In some examples, the methods disclosed herein comprise cutting the strip during or after release of the strip from the packaged protein unit. The cut/slice is typically away from the food preparation bed so that once the cut is made and the strip edge is formed, the edge falls onto the bed (in a controlled manner).

In some examples, the method includes cutting and/or slicing and/or clamping (clamping portions of the strips so that the surface is curved without disrupting the continuity of the strips) at least some of the strips during release of the at least some of the strips from their retaining elements to obtain strip segments, and aligning the strip segments onto the food manufacturing bed in a substantially parallel manner.

In some cases, the cutting/slicing is performed in a manner that provides the strip segments with the same or similar dimensions.

Further, the methods disclosed herein include treating the released textured protein strips or strip segments (depending on how the protein material is packaged) immediately before or after placement on a food manufacturing bed, the treating including applying a functional material to at least a portion of one or more of the textured protein strips or strip segments.

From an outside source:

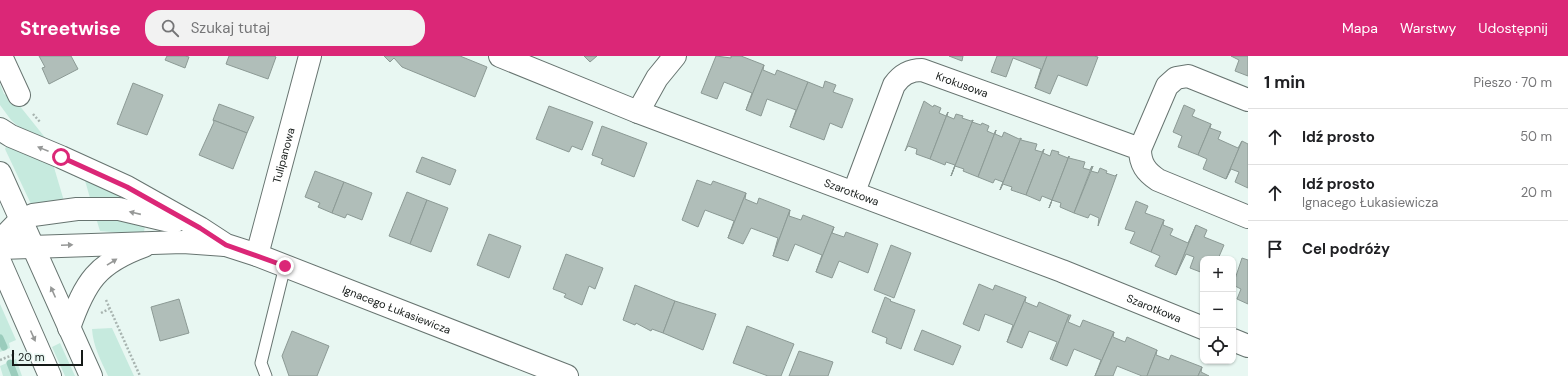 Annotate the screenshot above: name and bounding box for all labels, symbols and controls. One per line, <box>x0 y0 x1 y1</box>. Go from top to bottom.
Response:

In some examples, the method includes treating the one or more textured protein strips or strip segments by removing material from at least a portion of the one or more textured protein strips, either immediately before or after placing the one or more textured protein strips or strip segments on the food manufacturing bed.

The method provides a meat analog product having one or more protein bands. In some preferred cases, the method comprises forming a plurality of layers on the bed, the plurality of layers being disposed substantially one on top of another. The multiple layers may comprise the same or different protein compositions, as described above. Thus, in some cases, a multi-layer product may include multiple layers formed from strips having different protein compositions and/or different strip shapes and/or sizes.

The method may also include one or more applications of other materials within or on the layer. For example, the method may comprise applying a fatty material to at least a portion of the released protein bands. Further, for example, the method can include applying an additive to at least a portion of the released protein bands. Examples of additives may include, but are not limited to, hydrocolloids, water-based agents (such as those used as blood substitutes for example), fragrances, colorants, and the like.

As used herein, the expressions "a" and "an" and "the" include both singular and plural references, unless the context clearly dictates otherwise.

Furthermore, as used herein, the term "comprising" is intended to mean, for example, that a component (e.g., a protein band) includes the recited protein, but does not exclude the inclusion of other proteins and other materials in the morning. The term "consisting essentially of 8230 \8230composition is used to define, for example, a protein band comprising proteins but not other substances which may have significance to the properties of the resulting food product. Thus, "consisting of 8230 \ 8230;" should be meant to exclude more than trace amounts of other elements. Embodiments defined by each of these transition terms are within the scope of the present disclosure.

Further, all numbers, for example when referring to amounts or ranges of elements that make up a component disclosed herein, are approximations that can vary by at most (+) or (-) 20%, or by at most (+) or (-) 10% from the stated value. It will be understood that all numerical designations are preceded by the term "about" if not always explicitly stated.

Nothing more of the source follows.